What to work on
Using the data that follows, state the number of lines holding the word "color", and give no other output.

Dataset
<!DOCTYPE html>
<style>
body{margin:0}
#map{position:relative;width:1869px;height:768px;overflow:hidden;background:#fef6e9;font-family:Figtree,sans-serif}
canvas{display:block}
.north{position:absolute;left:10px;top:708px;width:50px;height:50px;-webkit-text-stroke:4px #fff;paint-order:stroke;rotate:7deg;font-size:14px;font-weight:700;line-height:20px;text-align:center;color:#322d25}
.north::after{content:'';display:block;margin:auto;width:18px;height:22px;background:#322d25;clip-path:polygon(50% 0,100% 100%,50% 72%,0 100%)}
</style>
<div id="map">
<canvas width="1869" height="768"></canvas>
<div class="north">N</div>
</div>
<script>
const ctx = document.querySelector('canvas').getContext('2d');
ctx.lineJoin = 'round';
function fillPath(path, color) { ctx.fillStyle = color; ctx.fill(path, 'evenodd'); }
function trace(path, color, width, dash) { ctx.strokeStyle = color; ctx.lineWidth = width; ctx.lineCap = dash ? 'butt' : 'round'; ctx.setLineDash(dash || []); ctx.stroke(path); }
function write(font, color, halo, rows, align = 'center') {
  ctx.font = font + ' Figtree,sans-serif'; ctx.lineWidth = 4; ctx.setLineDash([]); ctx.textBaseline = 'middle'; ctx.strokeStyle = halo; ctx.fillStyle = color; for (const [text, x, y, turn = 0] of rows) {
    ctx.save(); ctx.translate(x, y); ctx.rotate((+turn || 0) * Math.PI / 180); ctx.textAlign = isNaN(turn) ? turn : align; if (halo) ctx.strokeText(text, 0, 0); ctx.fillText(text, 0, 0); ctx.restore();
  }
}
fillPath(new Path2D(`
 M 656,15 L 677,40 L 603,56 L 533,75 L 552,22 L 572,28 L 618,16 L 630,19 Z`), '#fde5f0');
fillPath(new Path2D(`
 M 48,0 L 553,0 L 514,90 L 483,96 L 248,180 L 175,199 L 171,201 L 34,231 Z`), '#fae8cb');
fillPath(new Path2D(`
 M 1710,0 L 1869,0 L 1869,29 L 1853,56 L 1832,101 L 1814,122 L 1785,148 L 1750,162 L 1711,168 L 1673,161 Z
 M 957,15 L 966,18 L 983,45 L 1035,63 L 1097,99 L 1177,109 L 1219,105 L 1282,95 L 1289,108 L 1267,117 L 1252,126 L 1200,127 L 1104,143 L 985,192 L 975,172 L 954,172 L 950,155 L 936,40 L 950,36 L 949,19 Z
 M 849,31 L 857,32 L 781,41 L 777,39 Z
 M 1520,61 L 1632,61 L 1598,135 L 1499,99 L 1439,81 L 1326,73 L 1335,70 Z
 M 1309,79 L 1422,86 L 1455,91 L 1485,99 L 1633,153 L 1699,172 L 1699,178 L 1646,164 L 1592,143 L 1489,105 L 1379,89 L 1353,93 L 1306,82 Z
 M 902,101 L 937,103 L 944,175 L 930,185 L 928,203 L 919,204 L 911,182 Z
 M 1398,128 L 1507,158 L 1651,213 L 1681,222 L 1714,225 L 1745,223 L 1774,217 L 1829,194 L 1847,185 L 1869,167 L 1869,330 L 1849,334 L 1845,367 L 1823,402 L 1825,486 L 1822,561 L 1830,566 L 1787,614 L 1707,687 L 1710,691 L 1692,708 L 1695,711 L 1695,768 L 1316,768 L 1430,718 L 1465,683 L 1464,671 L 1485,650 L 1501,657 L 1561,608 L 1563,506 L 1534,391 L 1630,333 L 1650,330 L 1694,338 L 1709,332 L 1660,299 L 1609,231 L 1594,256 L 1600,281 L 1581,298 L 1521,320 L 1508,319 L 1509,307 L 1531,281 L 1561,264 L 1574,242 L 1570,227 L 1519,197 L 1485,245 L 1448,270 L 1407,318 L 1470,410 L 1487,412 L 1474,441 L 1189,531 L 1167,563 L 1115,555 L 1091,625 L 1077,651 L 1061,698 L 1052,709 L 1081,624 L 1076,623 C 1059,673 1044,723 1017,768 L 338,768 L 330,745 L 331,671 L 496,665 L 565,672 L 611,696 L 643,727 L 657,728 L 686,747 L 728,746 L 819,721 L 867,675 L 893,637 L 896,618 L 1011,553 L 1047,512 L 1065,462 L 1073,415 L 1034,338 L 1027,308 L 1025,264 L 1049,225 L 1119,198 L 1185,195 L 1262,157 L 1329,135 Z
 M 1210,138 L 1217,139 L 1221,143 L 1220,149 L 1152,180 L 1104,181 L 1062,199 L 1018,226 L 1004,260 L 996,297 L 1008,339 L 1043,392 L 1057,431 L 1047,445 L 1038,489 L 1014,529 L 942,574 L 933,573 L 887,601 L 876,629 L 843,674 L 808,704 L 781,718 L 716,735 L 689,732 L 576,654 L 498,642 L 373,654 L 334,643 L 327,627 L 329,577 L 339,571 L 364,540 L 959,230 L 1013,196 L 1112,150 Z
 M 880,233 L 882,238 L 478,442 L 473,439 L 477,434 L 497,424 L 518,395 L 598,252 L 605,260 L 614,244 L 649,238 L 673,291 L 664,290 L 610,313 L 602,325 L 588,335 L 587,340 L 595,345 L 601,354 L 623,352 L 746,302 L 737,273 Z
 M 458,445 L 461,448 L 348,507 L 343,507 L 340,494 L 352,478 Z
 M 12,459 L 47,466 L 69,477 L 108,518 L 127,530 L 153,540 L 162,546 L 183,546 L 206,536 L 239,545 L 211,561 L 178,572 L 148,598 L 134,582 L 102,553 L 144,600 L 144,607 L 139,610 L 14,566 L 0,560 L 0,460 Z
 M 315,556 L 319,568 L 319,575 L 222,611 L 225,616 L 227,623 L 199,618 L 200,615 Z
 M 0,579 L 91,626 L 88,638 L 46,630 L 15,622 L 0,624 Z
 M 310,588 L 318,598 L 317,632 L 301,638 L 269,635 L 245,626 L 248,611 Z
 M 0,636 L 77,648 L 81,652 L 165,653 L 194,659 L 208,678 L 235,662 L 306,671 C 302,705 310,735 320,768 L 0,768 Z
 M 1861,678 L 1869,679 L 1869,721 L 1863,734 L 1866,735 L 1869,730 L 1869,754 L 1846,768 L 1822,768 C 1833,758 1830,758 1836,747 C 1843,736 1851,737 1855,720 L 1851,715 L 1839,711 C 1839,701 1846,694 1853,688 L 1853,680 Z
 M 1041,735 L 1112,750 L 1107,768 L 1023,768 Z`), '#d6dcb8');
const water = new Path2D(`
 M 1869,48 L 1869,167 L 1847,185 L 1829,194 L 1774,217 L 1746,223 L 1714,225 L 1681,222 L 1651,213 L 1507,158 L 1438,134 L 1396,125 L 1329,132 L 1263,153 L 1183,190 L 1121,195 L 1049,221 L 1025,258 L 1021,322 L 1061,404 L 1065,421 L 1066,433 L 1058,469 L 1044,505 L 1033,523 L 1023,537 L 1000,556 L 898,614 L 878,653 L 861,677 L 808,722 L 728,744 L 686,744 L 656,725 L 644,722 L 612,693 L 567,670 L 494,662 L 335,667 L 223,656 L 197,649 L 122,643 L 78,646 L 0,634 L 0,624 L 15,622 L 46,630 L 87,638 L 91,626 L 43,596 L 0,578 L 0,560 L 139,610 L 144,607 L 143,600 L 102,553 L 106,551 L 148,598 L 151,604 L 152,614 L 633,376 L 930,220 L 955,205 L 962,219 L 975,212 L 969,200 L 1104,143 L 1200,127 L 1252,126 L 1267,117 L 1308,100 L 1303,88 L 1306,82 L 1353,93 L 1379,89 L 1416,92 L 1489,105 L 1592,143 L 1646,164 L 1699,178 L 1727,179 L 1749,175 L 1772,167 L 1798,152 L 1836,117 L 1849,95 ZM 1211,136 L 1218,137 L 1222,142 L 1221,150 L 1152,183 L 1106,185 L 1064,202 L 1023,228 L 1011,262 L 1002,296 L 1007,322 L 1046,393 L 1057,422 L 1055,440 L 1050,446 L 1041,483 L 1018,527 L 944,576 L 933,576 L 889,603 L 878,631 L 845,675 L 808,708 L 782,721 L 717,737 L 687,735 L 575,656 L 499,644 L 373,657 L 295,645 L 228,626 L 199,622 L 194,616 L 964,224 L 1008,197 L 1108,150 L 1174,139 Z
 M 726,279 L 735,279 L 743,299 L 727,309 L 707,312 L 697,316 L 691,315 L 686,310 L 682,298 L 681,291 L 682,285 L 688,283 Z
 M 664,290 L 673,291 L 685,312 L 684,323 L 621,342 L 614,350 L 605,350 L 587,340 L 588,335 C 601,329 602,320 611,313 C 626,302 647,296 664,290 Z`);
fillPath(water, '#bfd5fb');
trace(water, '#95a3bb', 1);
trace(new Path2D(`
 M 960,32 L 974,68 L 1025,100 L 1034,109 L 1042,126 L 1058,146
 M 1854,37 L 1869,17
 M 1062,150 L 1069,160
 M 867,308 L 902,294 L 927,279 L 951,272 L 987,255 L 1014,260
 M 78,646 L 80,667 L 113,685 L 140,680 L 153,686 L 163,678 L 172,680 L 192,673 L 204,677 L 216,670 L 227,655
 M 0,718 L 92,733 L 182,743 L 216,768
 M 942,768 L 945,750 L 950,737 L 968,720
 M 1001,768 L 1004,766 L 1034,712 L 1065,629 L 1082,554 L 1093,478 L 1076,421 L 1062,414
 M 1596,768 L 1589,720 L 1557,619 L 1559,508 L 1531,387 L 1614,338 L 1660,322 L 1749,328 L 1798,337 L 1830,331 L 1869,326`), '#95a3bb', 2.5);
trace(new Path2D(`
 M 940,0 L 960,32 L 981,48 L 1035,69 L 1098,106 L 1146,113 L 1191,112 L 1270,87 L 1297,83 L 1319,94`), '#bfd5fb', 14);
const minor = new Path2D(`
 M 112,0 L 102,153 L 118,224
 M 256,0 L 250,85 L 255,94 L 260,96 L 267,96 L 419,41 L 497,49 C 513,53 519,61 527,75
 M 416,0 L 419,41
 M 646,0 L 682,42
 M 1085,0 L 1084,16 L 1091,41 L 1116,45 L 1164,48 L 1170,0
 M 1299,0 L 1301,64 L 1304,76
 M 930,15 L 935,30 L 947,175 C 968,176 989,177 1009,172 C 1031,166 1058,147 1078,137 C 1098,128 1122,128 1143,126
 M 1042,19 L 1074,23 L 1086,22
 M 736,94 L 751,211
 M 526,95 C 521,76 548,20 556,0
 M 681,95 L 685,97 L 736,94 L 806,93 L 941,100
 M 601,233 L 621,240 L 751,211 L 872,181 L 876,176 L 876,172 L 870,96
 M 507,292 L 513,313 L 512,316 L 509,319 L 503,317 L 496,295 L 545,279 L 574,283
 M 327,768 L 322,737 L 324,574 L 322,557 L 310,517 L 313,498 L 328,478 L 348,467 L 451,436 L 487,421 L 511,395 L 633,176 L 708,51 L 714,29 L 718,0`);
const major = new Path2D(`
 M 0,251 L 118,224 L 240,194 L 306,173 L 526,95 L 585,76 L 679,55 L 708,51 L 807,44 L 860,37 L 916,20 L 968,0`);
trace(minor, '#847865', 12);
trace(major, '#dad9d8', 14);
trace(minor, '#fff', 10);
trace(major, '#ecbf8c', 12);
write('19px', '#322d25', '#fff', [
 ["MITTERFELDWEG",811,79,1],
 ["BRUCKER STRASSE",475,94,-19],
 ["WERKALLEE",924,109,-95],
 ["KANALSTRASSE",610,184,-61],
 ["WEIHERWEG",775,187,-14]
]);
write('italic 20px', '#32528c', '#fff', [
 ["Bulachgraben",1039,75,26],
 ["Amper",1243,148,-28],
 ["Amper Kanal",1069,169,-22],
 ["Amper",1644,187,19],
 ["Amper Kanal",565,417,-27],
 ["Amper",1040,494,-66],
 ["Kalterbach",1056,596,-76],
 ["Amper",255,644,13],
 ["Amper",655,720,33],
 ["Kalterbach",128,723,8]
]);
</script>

Result of this exercise
5